Friday we drove something called The Loop. Tony, Betty and their 6 yr old grandson, Darion, met us in Government Camp. Being a “local” and a Geography teacher in a middle school, Tony knows a ton of information about the area. We had a personal tour guide. We went first to Timberline Lodge. The lodge is pretty cool; a WPA project from 1937. It’s where they filmed “The Shining.” After seeing the lodge we went out back. Tony explained the Glacier and how it changes over the years. Some years it’s very close to the lodge. It’s kind of surreal to stand on snow in July with shorts on and watch skiers! We left Timberline and Tony showed us Trillium Lake. That’s the lake you see on many of the pictures of Mt. Hood. The water is a toasty 35°!! We took some pictures and then started The Loop. The intent was to take us through the entire loop – we ran out of time. But we did go to Hood River where we had lunch and then traveled along the Columbia River. We stopped at Bonneville Dam. We watched fish swim up the fish ladder. At this point Tony and Betty decided we would get stuck in Portland traffic and so we returned to camp. This gave us time to go to packet pickup. Tony wanted information on where the aid stations were so that they could meet us along the race. After getting the information they were on their way back home. We would see them Saturday sometime.

The Race
I won’t lie to you here. I do not remember details of races like many people do. They happen and then they are over. I will give you what I remember!

I woke up about 4:15 on Saturday morning – too early to get up so I decided to lie in bed for awhile. It was colder Friday night! I got my stuff together and ready to leave. We had filled the bladders for my Camelbak before bed Friday night and put them in the cooler. We got to the start about 5:20 and I checked in. Runners were instructed to bring a flashlight if we were taking the early start. We started at 5:30 after receiving instructions from the race directors. We left the grounds of the ranger station and started on pavement. This allowed us to stretch out and not be bunched up as we made a quick U-turn before heading into the woods. It turned out that I didn’t need my flashlight so I zipped it into my pocket and forgot about it.

As we went into the woods I was running with another lady. She said this was her 2nd 50 miler. She had done Mt. Hood last year. “I’ve learned from last years race” was all she ever said. She moved ahead about a mile in. Somewhere in the next couple miles I started running with the fellow who had been in front of me. He had stopped for awhile and then caught back up. We talked a bit about the places we run at home. He was from Tennessee and trained on trails in the Smokey Mtns. This was his first 50 miler. As we neared the first aid station (Little Crater Lake) we ran over bridges and wooden walking paths. This area was pretty “marshy” and the wooden paths were only wide enough for one person. As you passed a runner leaving the aid station one of us had to get off the path onto the soft ground. The water was beautiful! So clear… Cheri was waiting for me at the aid station and at 6 miles into the race I was fine. All I could think was at least it’s not 90° with 93% humidity. This was an AWESOME way to run a race. The weather was perfect. The next aid station was 3 miles away. This was pretty uneventful. I got to the station, had a banana piece, talked to Cheri and left. Her job was to not let me hang out too long. She was doing great!

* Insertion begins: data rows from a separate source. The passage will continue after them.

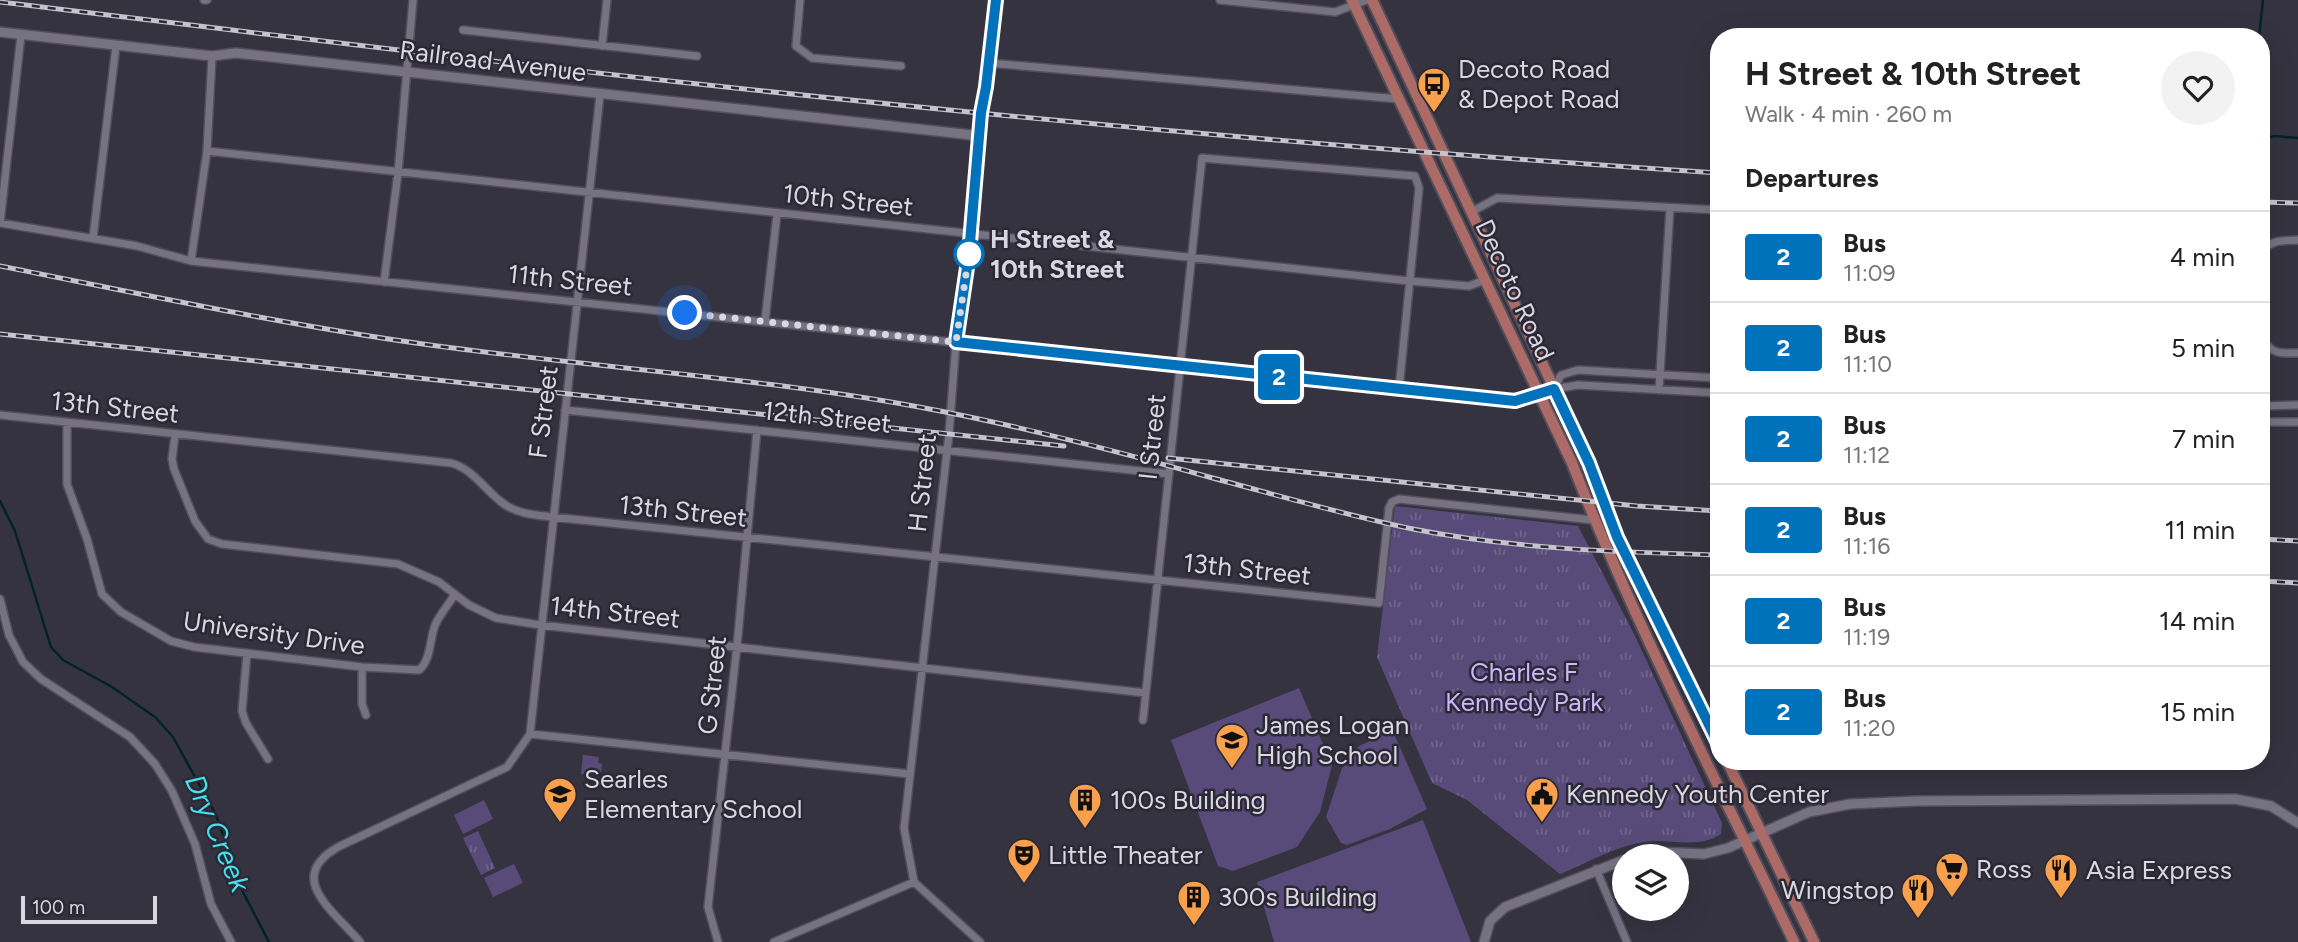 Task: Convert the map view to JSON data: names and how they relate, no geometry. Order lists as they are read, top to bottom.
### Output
{
  "streets": {
    "main road": ["Decoto Road"],
    "street": [
      "Railroad Avenue",
      "10th Street",
      "11th Street",
      "13th Street",
      "F Street",
      "12th Street",
      "I Street",
      "H Street",
      "14th Street",
      "University Drive",
      "G Street"
    ]
  },
  "crossings": [
    ["Railroad Avenue", "F Street"],
    ["Railroad Avenue", "H Street"],
    ["10th Street", "Decoto Road"],
    ["10th Street", "F Street"],
    ["10th Street", "I Street"],
    ["10th Street", "H Street"],
    ["11th Street", "Decoto Road"],
    ["11th Street", "F Street"],
    ["11th Street", "I Street"],
    ["11th Street", "H Street"],
    ["Decoto Road", "13th Street"],
    ["13th Street", "F Street"],
    ["13th Street", "I Street"],
    ["13th Street", "H Street"],
    ["13th Street", "14th Street"],
    ["13th Street", "University Drive"],
    ["13th Street", "G Street"],
    ["F Street", "12th Street"],
    ["F Street", "14th Street"],
    ["12th Street", "I Street"],
    ["12th Street", "H Street"],
    ["12th Street", "G Street"],
    ["I Street", "14th Street"],
    ["H Street", "14th Street"],
    ["14th Street", "University Drive"],
    ["14th Street", "G Street"]
  ],
  "water": ["Dry Creek"],
  "parks": ["Charles F Kennedy Park"],
  "places": {
    "bus stop": ["Decoto Road & Depot Road"],
    "other": ["H Street & 10th Street"],
    "school or university": ["James Logan High School", "Searles Elementary School"],
    "public building": ["Kennedy Youth Center"],
    "building": ["100s Building", "300s Building"],
    "theatre": ["Little Theater"],
    "supermarket": ["Ross"],
    "restaurant": ["Asia Express", "Wingstop"]
  },
  "lines": ["bus line 2"],
  "scale_bar": "100 m",
  "page": {
    "on_map": "2",
    "heading": [
      ["H Street & 10th Street", "Walk · 4 min · 260 m"],
      "Departures"
    ],
    "list": [
      {
        "mark": "2",
        "name": "Bus",
        "note": "11:09",
        "value": "4 min"
      },
      {
        "mark": "2",
        "name": "Bus",
        "note": "11:10",
        "value": "5 min"
      },
      {
        "mark": "2",
        "name": "Bus",
        "note": "11:12",
        "value": "7 min"
      },
      {
        "mark": "2",
        "name": "Bus",
        "note": "11:16",
        "value": "11 min"
      },
      {
        "mark": "2",
        "name": "Bus",
        "note": "11:19",
        "value": "14 min"
      },
      {
        "mark": "2",
        "name": "Bus",
        "note": "11:20",
        "value": "15 min"
      }
    ],
    "scale": "100 m"
  }
} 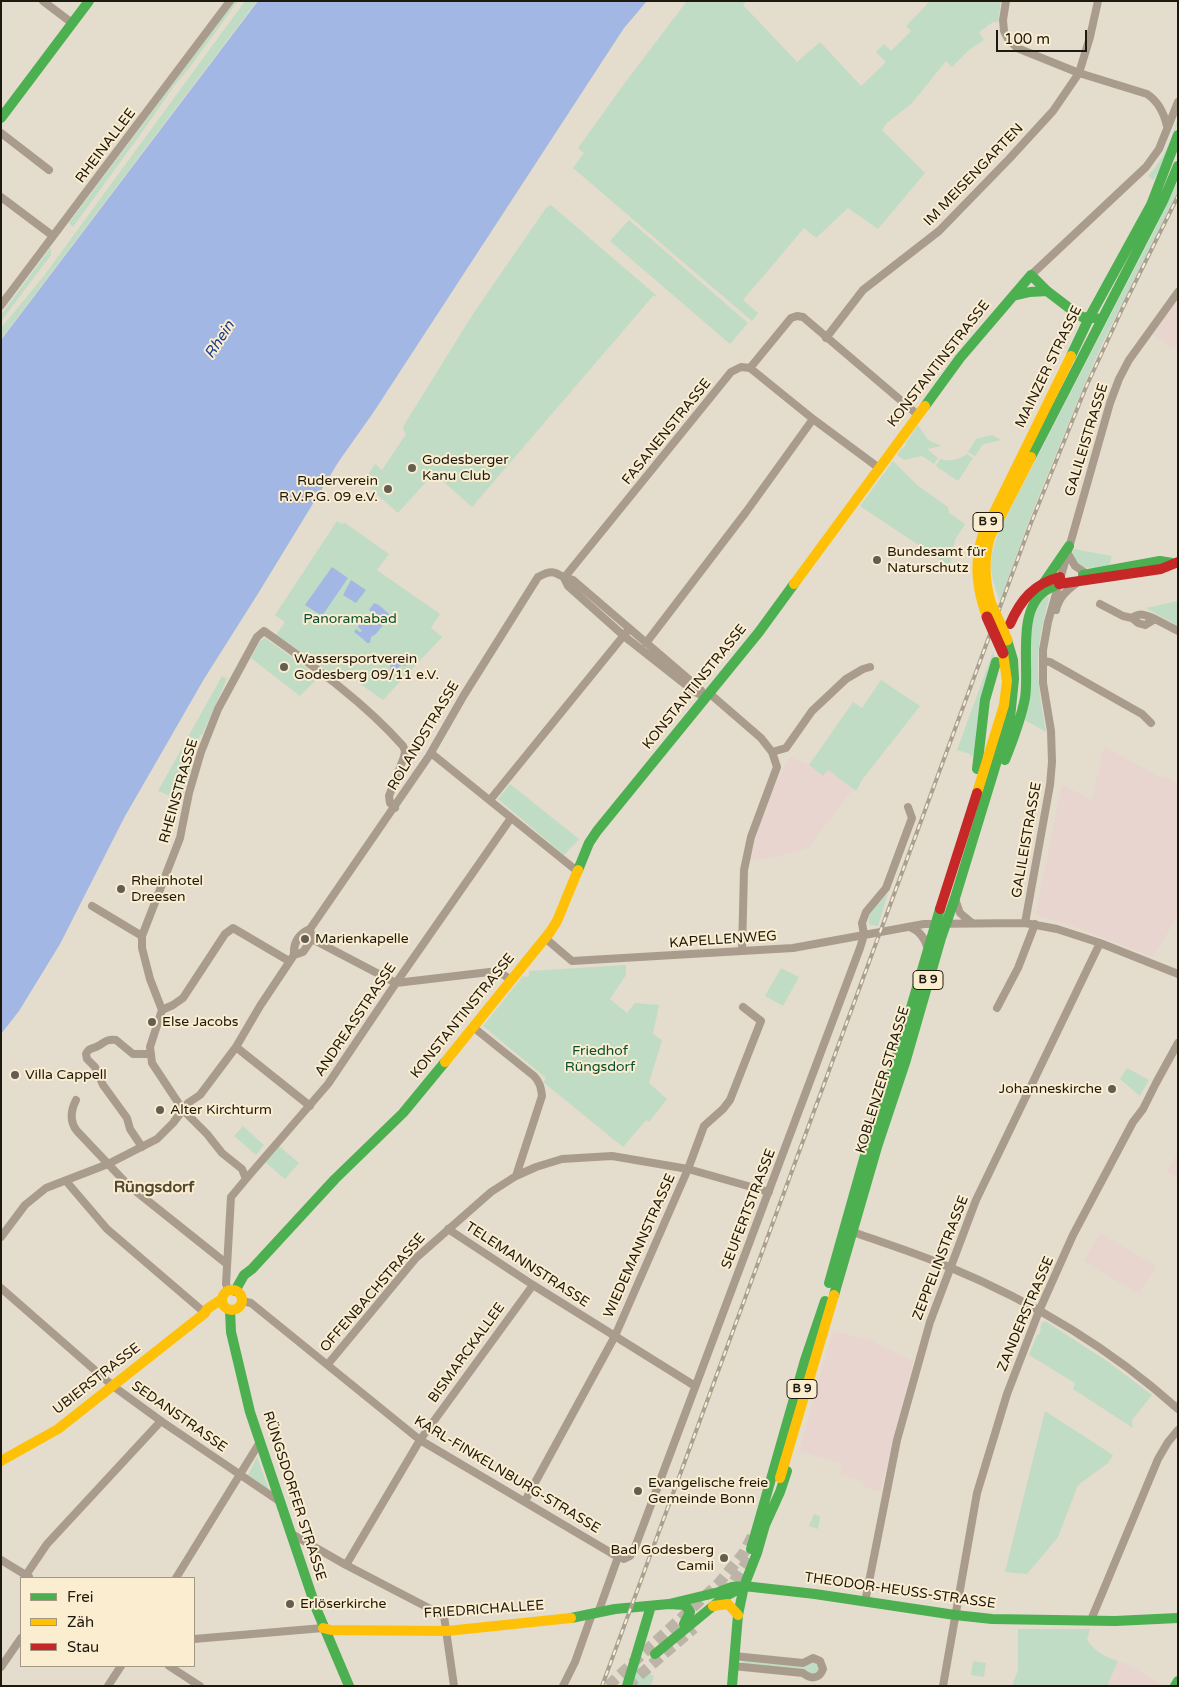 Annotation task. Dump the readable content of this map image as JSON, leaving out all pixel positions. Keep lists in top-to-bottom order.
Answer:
{
  "streets": {
    "main road": [
      "KONSTANTINSTRASSE",
      "MAINZER STRASSE",
      "B 9",
      "KOBLENZER STRASSE",
      "UBIERSTRASSE",
      "RÜNGSDORFER STRASSE",
      "THEODOR-HEUSS-STRASSE",
      "FRIEDRICHALLEE"
    ],
    "street": [
      "RHEINALLEE",
      "IM MEISENGARTEN",
      "FASANENSTRASSE",
      "GALILEISTRASSE",
      "ROLANDSTRASSE",
      "RHEINSTRASSE",
      "KAPELLENWEG",
      "ANDREASSTRASSE",
      "SEUFERTSTRASSE",
      "WIEDEMANNSTRASSE",
      "ZEPPELINSTRASSE",
      "TELEMANNSTRASSE",
      "OFFENBACHSTRASSE",
      "ZANDERSTRASSE",
      "BISMARCKALLEE",
      "SEDANSTRASSE",
      "KARL-FINKELNBURG-STRASSE"
    ]
  },
  "crossings": [
    ["KONSTANTINSTRASSE", "KAPELLENWEG"],
    ["KONSTANTINSTRASSE", "UBIERSTRASSE"],
    ["KONSTANTINSTRASSE", "KARL-FINKELNBURG-STRASSE"],
    ["KONSTANTINSTRASSE", "RÜNGSDORFER STRASSE"],
    ["MAINZER STRASSE", "KOBLENZER STRASSE"],
    ["FASANENSTRASSE", "ROLANDSTRASSE"],
    ["GALILEISTRASSE", "KAPELLENWEG"],
    ["ROLANDSTRASSE", "RHEINSTRASSE"],
    ["KAPELLENWEG", "KOBLENZER STRASSE"],
    ["KAPELLENWEG", "SEUFERTSTRASSE"],
    ["KAPELLENWEG", "ZEPPELINSTRASSE"],
    ["SEUFERTSTRASSE", "TELEMANNSTRASSE"],
    ["SEUFERTSTRASSE", "OFFENBACHSTRASSE"],
    ["SEUFERTSTRASSE", "KARL-FINKELNBURG-STRASSE"],
    ["WIEDEMANNSTRASSE", "TELEMANNSTRASSE"],
    ["WIEDEMANNSTRASSE", "OFFENBACHSTRASSE"],
    ["WIEDEMANNSTRASSE", "KARL-FINKELNBURG-STRASSE"],
    ["ZEPPELINSTRASSE", "THEODOR-HEUSS-STRASSE"],
    ["TELEMANNSTRASSE", "OFFENBACHSTRASSE"],
    ["TELEMANNSTRASSE", "BISMARCKALLEE"],
    ["OFFENBACHSTRASSE", "KARL-FINKELNBURG-STRASSE"],
    ["ZANDERSTRASSE", "THEODOR-HEUSS-STRASSE"],
    ["BISMARCKALLEE", "KARL-FINKELNBURG-STRASSE"],
    ["UBIERSTRASSE", "SEDANSTRASSE"],
    ["UBIERSTRASSE", "KARL-FINKELNBURG-STRASSE"],
    ["UBIERSTRASSE", "RÜNGSDORFER STRASSE"],
    ["SEDANSTRASSE", "RÜNGSDORFER STRASSE"],
    ["KARL-FINKELNBURG-STRASSE", "RÜNGSDORFER STRASSE"],
    ["RÜNGSDORFER STRASSE", "FRIEDRICHALLEE"],
    ["THEODOR-HEUSS-STRASSE", "FRIEDRICHALLEE"]
  ],
  "districts": ["Rüngsdorf"],
  "water": ["Rhein"],
  "parks": ["Panoramabad", "Friedhof Rüngsdorf"],
  "places": [
    "Godesberger Kanu Club",
    "Ruderverein R.V.P.G. 09 e.V.",
    "Bundesamt für Naturschutz",
    "Wassersportverein Godesberg 09/11 e.V.",
    "Rheinhotel Dreesen",
    "Marienkapelle",
    "Else Jacobs",
    "Villa Cappell",
    "Johanneskirche",
    "Alter Kirchturm",
    "Evangelische freie Gemeinde Bonn",
    "Bad Godesberg Camii",
    "Erlöserkirche"
  ],
  "legend": ["Frei", "Zäh", "Stau"],
  "scale_bar": "100 m"
}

Somewhere in here I really forget the order of things. I was running along by myself when the regular start people began to pass me. Slightly demoralizing but I know I’m slower – that’s why I took the early start. Most of the trail is single track but can be up to about 4 feet wide. It’s not very technical but the few rocks that are there come altogether. I’m starting to feel the weight of my Camelbak (it has 2 liters of water and 2 liters of Perpetuem mixed with gel in it.) Because I’m now in mostly single track, as a runner passes me I have to step off the trail and wait for them to go by. This is the courteous thing to do but can be frustrating when you are already slow. After awhile I hear a voice in the woods. I know that voice and I know it will pass me soon! It’s Bad Ben Holmes! He’s running with Danny Miller. (Danny is going to run across Kansas in the spring of 2009.) Ben stops and gives me a hug along with a forecast of the next few miles. Damn! It’s mostly uphill! When I get to the 3rd aid station I’m greeted with Thongs! Yep – that’s what I said. It was hysterical! There were thongs hanging from the trees, on signs, volunteers’ heads! One of the girls commented about my running skirt and then showed me the thong under her skirt – don’t get excited boys it was over the compression shorts underneath! Before coming into this aid station we had to cross a highway. There were volunteers with flags to act as crossing guards each had a thong for a “hat.” I didn’t see Cheri right away but I saw her car so I knew she was there somewhere. As I was getting ready to describe her to the thong-wearing volunteer, Cheri came down the path. She checked on me and at this point I was still basically ok. I was slow but always making “forward progress.”

I ran out of the aid station to more thongs decorating the woodlands. It was a gradual uphill. Not bad but still uphill. Shortly I was passed by another runner. This time, however, the runner was coming towards me. Holy cheese fries! Is he coming back already??? A woman was not much farther behind him. Very demoralizing. “Am I really that slow???” But I trod on… constant forward motion. I later learn that they only went to the 4th aid station at the base of the mountain.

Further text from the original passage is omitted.